■ WHAT TO WORK ON ■
Skip the pictures and give back the rest of the listing exactly.

■ RECORDS SUPPLIED ■
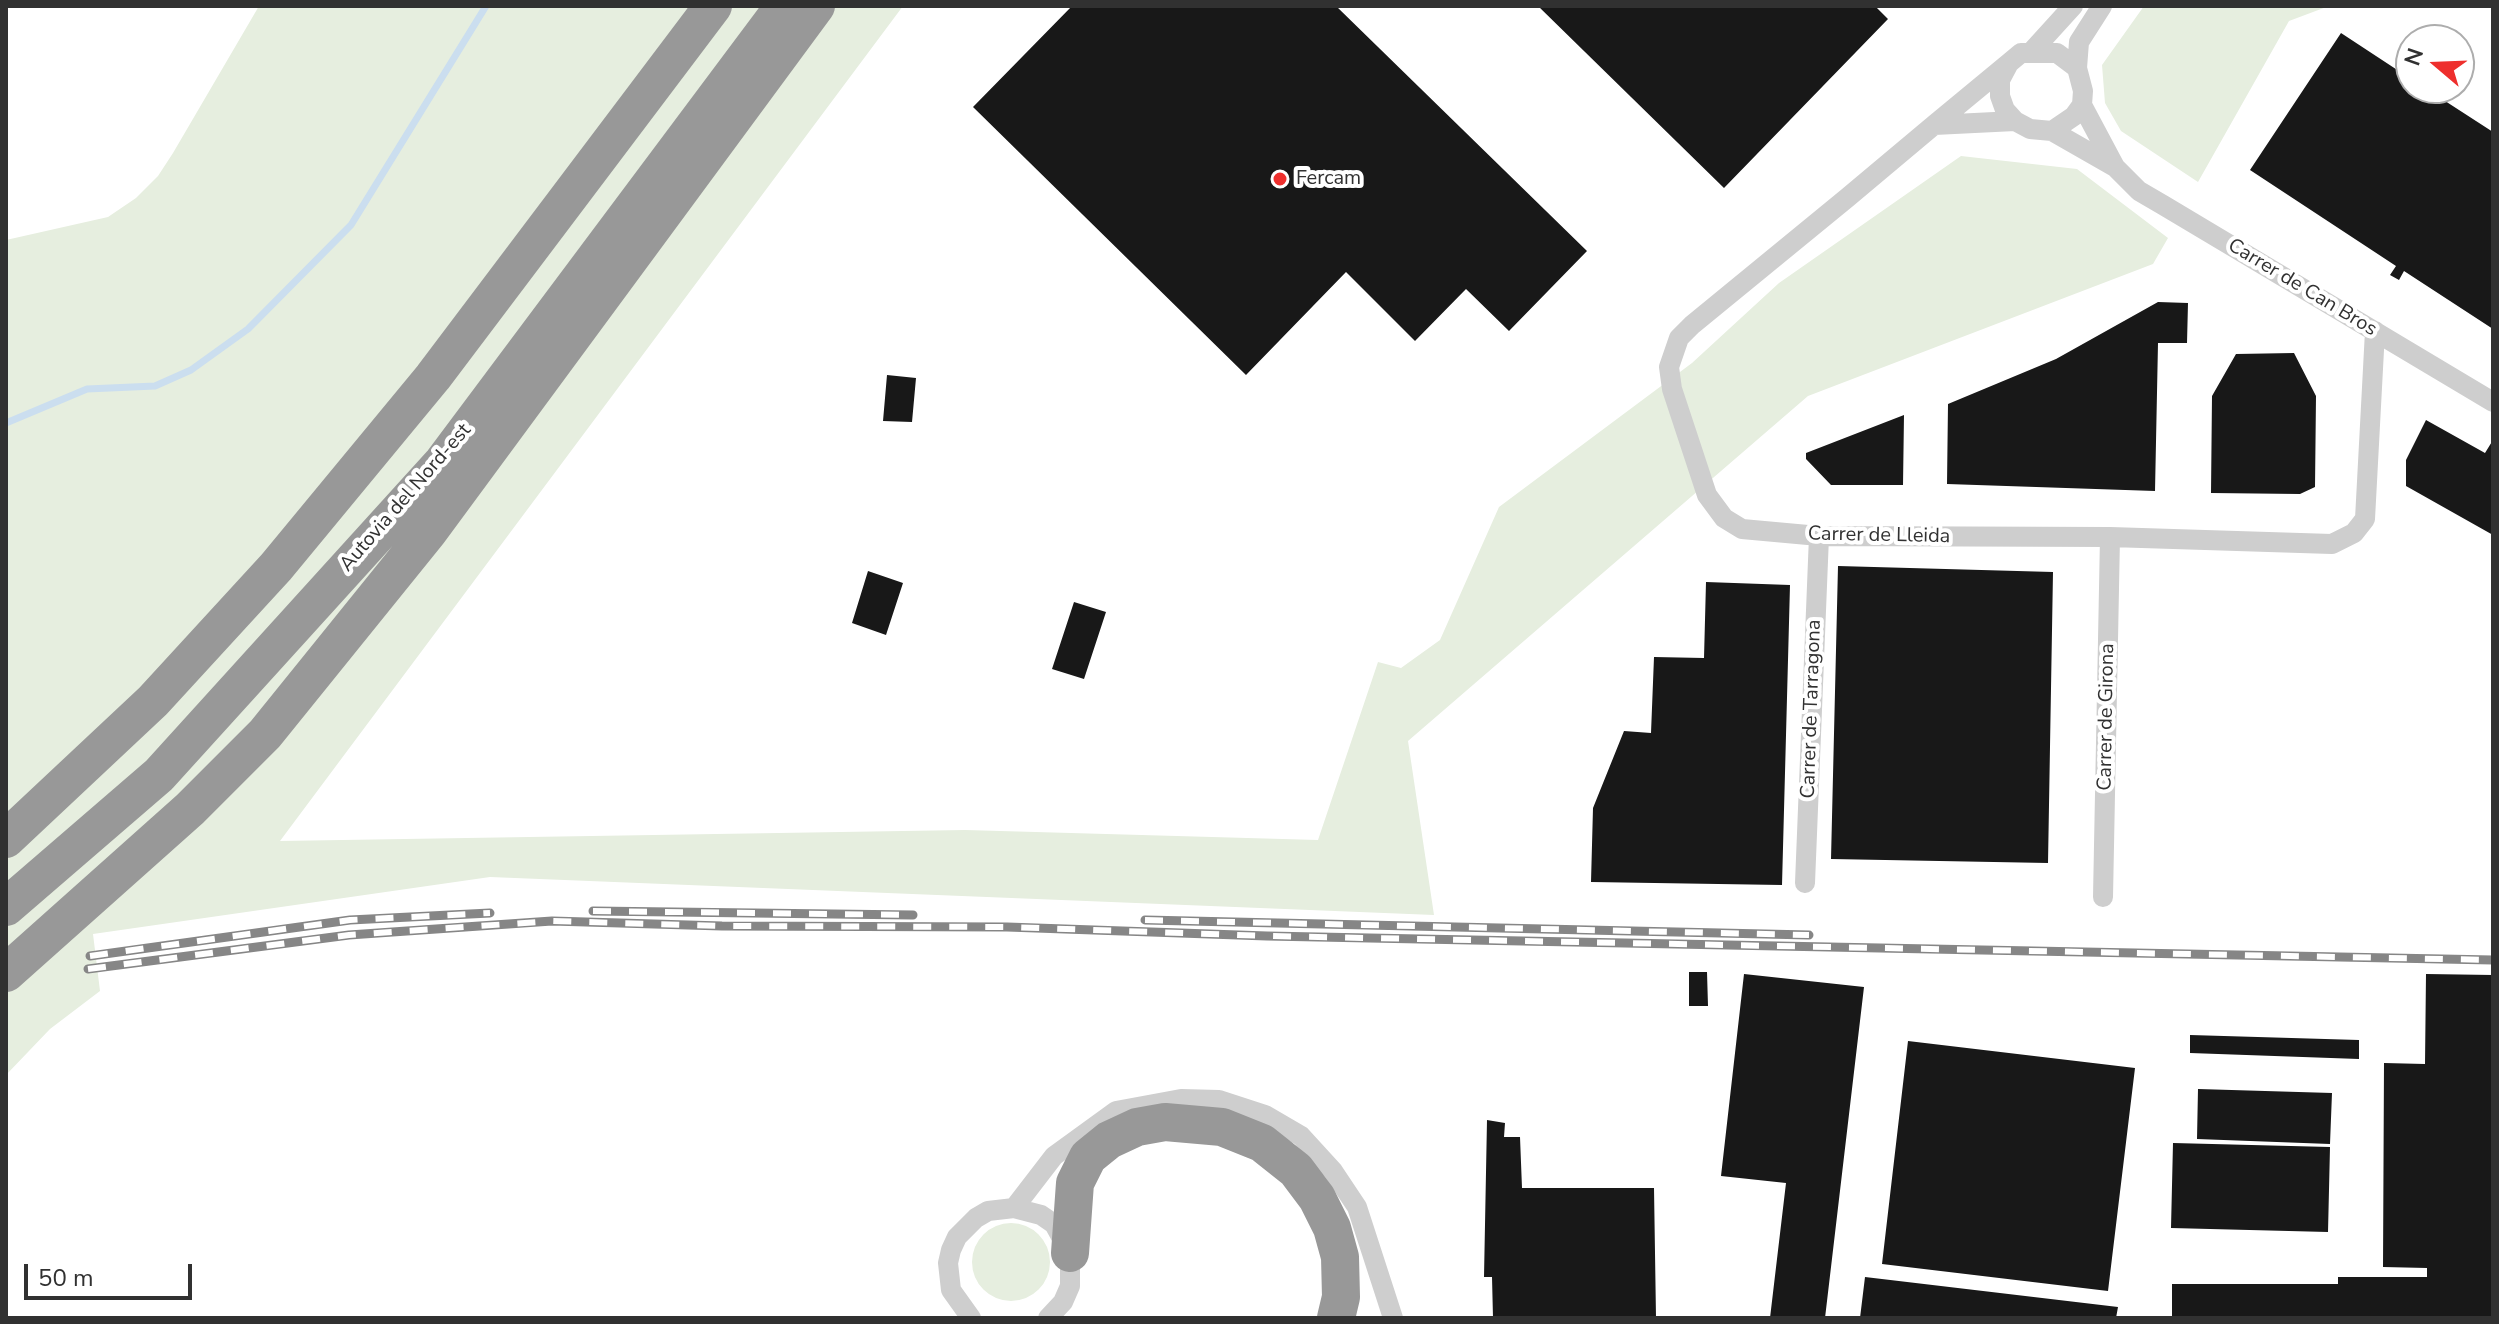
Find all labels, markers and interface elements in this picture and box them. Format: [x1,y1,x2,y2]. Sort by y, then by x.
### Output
north arrow [2395,24,2475,104]
text: N [2397,44,2431,70]
place label: Fercam [1296,167,1361,191]
marker: Fercam [1271,170,1289,188]
street label: Carrer de Can Bros [2223,234,2381,342]
street label: Autovia del Nord-est [335,419,477,577]
street label: Carrer de Lleida [1808,523,1950,549]
street label: Carrer de Tarragona [1797,619,1827,799]
street label: Carrer de Girona [2094,643,2120,791]
scale bar [28,1248,196,1298]
text: 50 m [38,1262,94,1294]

■ EXERCISE ANSWER ■
Find all labels, markers and interface elements in this picture and box them. Format: [x1,y1,x2,y2]. Sort by y, then by x.
### Output
north arrow [2395,24,2475,104]
text: N [2397,44,2431,70]
place label: Fercam [1296,167,1361,191]
marker: Fercam [1271,170,1289,188]
street label: Carrer de Can Bros [2223,234,2381,342]
street label: Autovia del Nord-est [335,419,477,577]
street label: Carrer de Lleida [1808,523,1950,549]
street label: Carrer de Tarragona [1797,619,1827,799]
street label: Carrer de Girona [2094,643,2120,791]
scale bar [28,1248,196,1298]
text: 50 m [38,1262,94,1294]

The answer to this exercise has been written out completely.